Собрание сочинений в шести томах т.2 - Юз Алешковский
Шрифт:
Интервал:
Закладка:
А первый раз Буденный встал в тупик, ворвавшись с обнаженной шашкой в театральную уборную актрисы Яблочкиной, приняв ее – уборную – по невежеству за женский туалет. Актриса Яблочкина, кстати, загримированная уже под Крупскую, властно сказала, что она, извините, пожалуйста, не Лукреция Карр и предъявила справку от домоуправа о еще дореволюционной невинности. Актриса добавила, что, скорее, предпочтет быть зарубленной, чем отдастся нагрянувшему хаму. Буденный принял компромиссное решение. Он произнес фразу, вызвавшую впоследствии восхищение Сталина и зависть Л.З.: «Тогда, барышня, мы сейчас с вами кое-что всунем, а кое-что вытащим!»

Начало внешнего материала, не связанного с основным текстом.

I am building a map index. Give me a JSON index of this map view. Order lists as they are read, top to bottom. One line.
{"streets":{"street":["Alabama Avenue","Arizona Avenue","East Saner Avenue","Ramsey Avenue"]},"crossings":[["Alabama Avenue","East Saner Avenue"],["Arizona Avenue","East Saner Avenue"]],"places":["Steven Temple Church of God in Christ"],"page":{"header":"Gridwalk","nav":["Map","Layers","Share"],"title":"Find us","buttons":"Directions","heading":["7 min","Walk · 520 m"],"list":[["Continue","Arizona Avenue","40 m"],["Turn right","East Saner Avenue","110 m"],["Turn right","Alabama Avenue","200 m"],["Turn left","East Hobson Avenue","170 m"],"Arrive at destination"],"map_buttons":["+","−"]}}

После этого, зашабашив шашку в ножны, он попытался изнасиловать пожилую девицу. На ее счастье, мимо уборной проходили Ульянов-Ленин – нар. артист Щукин, и человек с ружьем – засл. артист Б. Тенин. Ульянов-Ленин, заученно сделав гениальный прищур, узнал Буденного по портупее и мозолистым ягодицам и быстро скрылся на сцену, где в это время Сталин – нар. артист Геловани – бурно ратовал за предоставление усталому Ильичу внеочередного мертвого часа. Одним словом, артист Б. Тенин зазвал на помощь отдыхавшего в курилке после ответственной реплики Сталина, и они вместе сняли Буденного с Крупской за какой-то миг до хулиганской дефлорации. Увидев Сталина, пьяный, голожопый маршал так очумел от ужаса, что стал импотентом. А настоящий Сталин, полюбивший этот внут-ритеатральный эпизод, приказал тайно вызвать из Парижа ученика Фрейда, видного спеца по лечению импотенции у сильных мира сего. Фрейдист сразу же развел руками, потому что у его пациента Буденного полностью отсутствовало подсознание. Но все-таки сумел загипнотизировать маршала на дальнейшую половую работу…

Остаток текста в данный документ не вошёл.